Pour le craintif latiniste de Picardie M. Raynouard avait été un bienfaiteur, et ce latiniste n’était pas un ingrat. La lettre de l’illustre écrivain l’avait décidé à venir à Paris. Il y termina son œuvre, et en 1823 la fit imprimer. Mais, au moment où elle allait paraître, on annonça que cette nouvelle version de l’antique poëme athée serait saisie. Il est très-probable que cette rumeur n’avait aucun fondement. Lucrèce, traduit en vers, comme nous l’avons dit, par Leblanc de Guillet, était, au dix-septième siècle, traduit en prose par l’abbé de Marolles, puis par le baron des Coutures ; au dix-huitième, par Lagrange, et ni l’une ni l’autre de ces traductions n’avaient été poursuivies. Cependant M. de Pongerville eut peur du danger dont on le menaçait. Pour le prévenir, il invoqua la plus haute protection. Il sollicita et obtint la faveur de dédier et de présenter son livre à Louis XVIII. C’était, comme on sait, un souverain fort lettré, aimant surtout les écrivains classiques et se plaisant à les citer dans ses entretiens.
Le spirituel monarque reçut très-gracieusement le jeune traducteur, et lui parla de la beauté des vers de Lucrèce avec un goût parfait. Enhardi par cet accueil, M. de Pongerville lui dit : « Puisque Votre Majesté connaît si bien l’auteur de la Nature des choses, j’espère que, si Elle admire le poëte, Elle n’est pas hostile au philosophe.
— Chut ! répliqua Louis XVIII avec un fin sourire, le roi nous entend. »
La publication que l’on disait exposée à des poursuites judiciaires fut faite sans entraves et fort applaudie. C’était le temps où l’on s’agitait, où l’on se passionnait pour un récit d’histoire, pour une leçon de la Sorbonne, pour un nom, pour une idée. Jeunes, vives, nobles passions, si franches et si désintéressées ! Ceux qui les ont connues ne peuvent en perdre le souvenir. En étudiant notre histoire moderne, on constatera l’action de cette sève généreuse, de ce mouvement intellectuel des dernières années de la restauration. Nous lui devons tout ce qui a fait l’honneur de la France depuis près d’un demi-siècle, tout ce qui lui reste maintenant de plus noble et de meilleur.
Après le succès de sa traduction en vers, la prédilection de M. de Pongerville pour Lucrèce n’était pas encore satisfaite. Il le retraduisit en prose pour en rendre plus littéralement la pensée. Puis il traduisit également en prose l’Énéide de Virgile et le Paradis perdu de Milton.
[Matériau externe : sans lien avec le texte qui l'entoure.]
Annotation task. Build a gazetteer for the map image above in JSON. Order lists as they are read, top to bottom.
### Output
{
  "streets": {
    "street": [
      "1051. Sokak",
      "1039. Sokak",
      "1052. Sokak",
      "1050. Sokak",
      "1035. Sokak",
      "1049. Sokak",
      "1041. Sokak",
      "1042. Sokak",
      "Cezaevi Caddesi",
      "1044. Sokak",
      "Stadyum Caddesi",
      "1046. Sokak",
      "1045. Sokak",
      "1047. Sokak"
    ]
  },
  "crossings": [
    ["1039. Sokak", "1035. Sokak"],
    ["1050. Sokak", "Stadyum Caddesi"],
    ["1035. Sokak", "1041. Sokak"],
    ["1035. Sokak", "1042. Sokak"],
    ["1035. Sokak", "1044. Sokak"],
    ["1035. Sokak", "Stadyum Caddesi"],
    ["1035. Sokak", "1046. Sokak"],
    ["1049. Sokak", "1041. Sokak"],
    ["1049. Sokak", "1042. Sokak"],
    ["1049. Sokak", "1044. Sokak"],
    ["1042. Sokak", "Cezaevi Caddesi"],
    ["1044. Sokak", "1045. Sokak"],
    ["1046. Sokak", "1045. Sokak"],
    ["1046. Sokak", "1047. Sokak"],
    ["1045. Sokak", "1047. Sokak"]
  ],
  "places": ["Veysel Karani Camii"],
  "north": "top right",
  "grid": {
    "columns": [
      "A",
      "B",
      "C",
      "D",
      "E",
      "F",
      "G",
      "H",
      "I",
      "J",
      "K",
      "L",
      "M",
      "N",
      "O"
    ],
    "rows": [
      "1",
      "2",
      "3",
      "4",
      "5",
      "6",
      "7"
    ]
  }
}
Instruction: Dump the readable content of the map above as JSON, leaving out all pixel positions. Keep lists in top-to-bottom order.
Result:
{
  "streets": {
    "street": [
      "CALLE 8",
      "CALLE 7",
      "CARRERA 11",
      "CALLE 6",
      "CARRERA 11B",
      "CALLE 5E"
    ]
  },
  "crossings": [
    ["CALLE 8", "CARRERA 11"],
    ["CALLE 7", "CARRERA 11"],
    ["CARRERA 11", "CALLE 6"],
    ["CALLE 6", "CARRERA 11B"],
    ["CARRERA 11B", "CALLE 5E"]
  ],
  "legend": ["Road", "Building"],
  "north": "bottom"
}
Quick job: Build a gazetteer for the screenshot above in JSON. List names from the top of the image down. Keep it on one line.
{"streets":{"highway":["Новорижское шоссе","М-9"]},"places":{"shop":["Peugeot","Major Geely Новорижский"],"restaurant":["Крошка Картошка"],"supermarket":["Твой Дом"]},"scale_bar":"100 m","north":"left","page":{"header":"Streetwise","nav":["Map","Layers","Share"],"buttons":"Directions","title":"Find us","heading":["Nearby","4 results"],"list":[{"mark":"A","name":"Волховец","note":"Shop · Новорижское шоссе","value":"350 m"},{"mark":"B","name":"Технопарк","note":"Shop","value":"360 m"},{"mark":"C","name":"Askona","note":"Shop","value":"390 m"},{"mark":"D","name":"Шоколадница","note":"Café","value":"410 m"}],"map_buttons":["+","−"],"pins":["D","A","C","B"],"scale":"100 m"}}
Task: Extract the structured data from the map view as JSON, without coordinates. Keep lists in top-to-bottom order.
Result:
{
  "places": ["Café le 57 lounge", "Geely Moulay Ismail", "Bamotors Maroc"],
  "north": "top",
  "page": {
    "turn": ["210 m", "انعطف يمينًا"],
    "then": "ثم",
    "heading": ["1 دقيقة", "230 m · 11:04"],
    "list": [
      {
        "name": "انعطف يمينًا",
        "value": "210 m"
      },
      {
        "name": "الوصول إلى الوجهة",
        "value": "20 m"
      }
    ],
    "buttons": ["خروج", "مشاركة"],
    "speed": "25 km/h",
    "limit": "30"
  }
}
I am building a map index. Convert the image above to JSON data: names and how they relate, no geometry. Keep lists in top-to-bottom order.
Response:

Il a ainsi reproduit dans notre langue trois épopées qui représentent trois phases principales dans l’histoire des lettres, dans les annales de l’humanité.
Je voudrais essayer de montrer, tels que je les vois dans leur vie et dans leurs œuvres, ces grands écrivains : Lucrèce Virgile, Milton. Par cette digression, dont je restreins à regret les limites, je ne m’éloigne point de M. de Pongerville. Au contraire, il me semble que j’honore sa mémoire en le suivant dans des études qui lui ont été si chères.
Et d’abord Lucrèce, le physicien, le moraliste, le poëte. Nous n’avons plus à combattre sa cosmogonie, dont Montaigne se raillait spirituellement au seizième siècle, et que Gassendi, au siècle suivant, essaya vainement de faire revivre en y joignant une idée religieuse.
Voltaire, qui avait du goût pour Lucrèce, ne peut s’empêcher de déclarer que ce vigoureux poëte est un ridicule physicien, et Macaulay, le célèbre historien, dit que l’auteur de la Nature des choses a composé le plus magnifique poëme pour défendre le plus sot et le plus misérable système de philosophie.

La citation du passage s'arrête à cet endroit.